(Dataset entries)
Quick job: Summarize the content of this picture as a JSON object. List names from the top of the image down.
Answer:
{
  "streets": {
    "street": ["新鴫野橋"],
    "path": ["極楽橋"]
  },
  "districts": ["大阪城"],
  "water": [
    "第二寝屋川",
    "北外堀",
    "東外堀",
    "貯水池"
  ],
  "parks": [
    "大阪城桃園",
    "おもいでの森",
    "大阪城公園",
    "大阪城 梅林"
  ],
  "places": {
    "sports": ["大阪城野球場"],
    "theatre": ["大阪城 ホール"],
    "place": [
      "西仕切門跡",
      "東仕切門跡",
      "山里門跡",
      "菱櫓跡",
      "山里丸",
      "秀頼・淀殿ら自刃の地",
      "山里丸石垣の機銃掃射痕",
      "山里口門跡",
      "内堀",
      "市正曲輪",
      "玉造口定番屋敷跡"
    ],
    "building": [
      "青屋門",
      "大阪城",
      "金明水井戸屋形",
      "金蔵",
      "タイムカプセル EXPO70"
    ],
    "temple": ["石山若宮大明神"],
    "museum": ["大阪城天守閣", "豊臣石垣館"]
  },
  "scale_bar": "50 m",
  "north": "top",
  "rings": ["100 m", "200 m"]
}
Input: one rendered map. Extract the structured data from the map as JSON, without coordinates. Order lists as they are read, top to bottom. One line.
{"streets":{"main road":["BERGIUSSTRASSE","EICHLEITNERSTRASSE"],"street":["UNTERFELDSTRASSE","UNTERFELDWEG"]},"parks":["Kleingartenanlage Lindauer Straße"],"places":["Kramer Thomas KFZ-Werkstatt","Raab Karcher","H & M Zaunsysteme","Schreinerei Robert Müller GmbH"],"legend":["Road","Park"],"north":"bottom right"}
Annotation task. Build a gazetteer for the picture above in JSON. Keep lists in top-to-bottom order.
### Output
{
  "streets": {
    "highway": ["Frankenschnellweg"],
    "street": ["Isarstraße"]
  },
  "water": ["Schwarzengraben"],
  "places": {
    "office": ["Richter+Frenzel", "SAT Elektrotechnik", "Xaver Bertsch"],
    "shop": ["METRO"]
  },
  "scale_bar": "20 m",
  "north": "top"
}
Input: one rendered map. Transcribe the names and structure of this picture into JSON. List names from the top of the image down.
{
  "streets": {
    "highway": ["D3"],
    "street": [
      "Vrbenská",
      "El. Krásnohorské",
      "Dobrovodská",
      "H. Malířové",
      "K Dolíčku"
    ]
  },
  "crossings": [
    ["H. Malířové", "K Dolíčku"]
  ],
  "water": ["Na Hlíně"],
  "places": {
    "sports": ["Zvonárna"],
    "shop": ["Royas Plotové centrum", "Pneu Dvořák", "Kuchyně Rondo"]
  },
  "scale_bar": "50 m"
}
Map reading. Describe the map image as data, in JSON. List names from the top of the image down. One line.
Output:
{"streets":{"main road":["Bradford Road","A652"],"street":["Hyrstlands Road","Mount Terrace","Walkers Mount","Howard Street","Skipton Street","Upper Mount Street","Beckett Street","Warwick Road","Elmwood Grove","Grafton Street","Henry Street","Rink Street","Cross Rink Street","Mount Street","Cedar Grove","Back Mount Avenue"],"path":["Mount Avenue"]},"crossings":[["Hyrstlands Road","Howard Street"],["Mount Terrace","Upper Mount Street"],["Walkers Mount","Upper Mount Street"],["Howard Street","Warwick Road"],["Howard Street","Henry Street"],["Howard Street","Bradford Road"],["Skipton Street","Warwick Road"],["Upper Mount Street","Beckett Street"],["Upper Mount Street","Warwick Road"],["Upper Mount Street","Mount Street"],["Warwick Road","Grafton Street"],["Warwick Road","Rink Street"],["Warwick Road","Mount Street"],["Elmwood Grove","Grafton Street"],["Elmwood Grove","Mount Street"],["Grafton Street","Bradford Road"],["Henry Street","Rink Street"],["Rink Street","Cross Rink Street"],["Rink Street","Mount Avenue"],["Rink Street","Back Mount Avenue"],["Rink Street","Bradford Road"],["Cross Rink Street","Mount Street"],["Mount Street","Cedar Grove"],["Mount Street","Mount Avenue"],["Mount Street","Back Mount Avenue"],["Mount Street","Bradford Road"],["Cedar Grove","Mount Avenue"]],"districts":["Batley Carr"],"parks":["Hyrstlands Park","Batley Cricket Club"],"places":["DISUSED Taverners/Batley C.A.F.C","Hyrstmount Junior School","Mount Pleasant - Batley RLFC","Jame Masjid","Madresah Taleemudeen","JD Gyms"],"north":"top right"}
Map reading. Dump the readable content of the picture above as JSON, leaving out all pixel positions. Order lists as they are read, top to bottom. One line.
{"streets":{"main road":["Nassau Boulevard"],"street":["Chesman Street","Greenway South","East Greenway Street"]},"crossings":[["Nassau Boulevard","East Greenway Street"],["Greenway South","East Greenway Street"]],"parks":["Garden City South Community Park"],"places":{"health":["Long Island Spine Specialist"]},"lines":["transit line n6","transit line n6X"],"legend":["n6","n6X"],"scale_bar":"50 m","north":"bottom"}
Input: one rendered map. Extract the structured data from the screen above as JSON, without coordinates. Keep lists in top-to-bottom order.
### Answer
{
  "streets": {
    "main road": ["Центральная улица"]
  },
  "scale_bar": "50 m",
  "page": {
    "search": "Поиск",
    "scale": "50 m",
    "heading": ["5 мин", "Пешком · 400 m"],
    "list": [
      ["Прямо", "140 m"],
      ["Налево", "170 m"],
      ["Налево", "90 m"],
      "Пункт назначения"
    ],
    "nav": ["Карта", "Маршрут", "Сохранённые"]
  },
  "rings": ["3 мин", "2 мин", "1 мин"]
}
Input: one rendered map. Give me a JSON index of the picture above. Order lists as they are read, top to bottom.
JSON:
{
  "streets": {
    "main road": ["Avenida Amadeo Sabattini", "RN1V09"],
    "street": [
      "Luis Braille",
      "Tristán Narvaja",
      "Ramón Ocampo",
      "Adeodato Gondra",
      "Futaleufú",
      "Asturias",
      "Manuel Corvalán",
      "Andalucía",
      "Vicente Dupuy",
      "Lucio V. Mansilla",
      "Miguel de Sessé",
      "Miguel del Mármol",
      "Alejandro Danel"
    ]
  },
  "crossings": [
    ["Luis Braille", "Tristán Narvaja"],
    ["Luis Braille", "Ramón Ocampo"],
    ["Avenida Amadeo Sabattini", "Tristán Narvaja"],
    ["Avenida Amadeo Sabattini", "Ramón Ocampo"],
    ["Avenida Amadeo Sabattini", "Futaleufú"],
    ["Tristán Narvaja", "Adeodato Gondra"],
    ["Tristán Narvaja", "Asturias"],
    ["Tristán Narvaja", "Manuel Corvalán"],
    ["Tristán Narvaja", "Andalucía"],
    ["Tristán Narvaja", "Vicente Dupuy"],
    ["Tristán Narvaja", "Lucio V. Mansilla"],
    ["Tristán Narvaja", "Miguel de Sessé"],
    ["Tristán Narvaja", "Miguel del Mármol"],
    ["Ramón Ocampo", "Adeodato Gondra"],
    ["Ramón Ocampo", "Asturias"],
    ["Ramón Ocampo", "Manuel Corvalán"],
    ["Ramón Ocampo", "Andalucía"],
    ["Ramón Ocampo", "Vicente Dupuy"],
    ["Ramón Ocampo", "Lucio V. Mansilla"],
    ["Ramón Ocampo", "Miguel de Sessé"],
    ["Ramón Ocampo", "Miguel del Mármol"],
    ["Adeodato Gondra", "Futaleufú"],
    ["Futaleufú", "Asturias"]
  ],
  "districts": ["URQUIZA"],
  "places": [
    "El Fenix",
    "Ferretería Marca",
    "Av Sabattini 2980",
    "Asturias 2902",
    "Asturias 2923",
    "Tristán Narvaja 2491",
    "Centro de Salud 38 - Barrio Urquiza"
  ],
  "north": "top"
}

Task details:
Check the entries above for the word "Keep" and copy every line where it turns up.

Solution to this task:
Annotation task. Build a gazetteer for the picture above in JSON. Keep lists in top-to-bottom order.
Input: one rendered map. Extract the structured data from the screen above as JSON, without coordinates. Keep lists in top-to-bottom order.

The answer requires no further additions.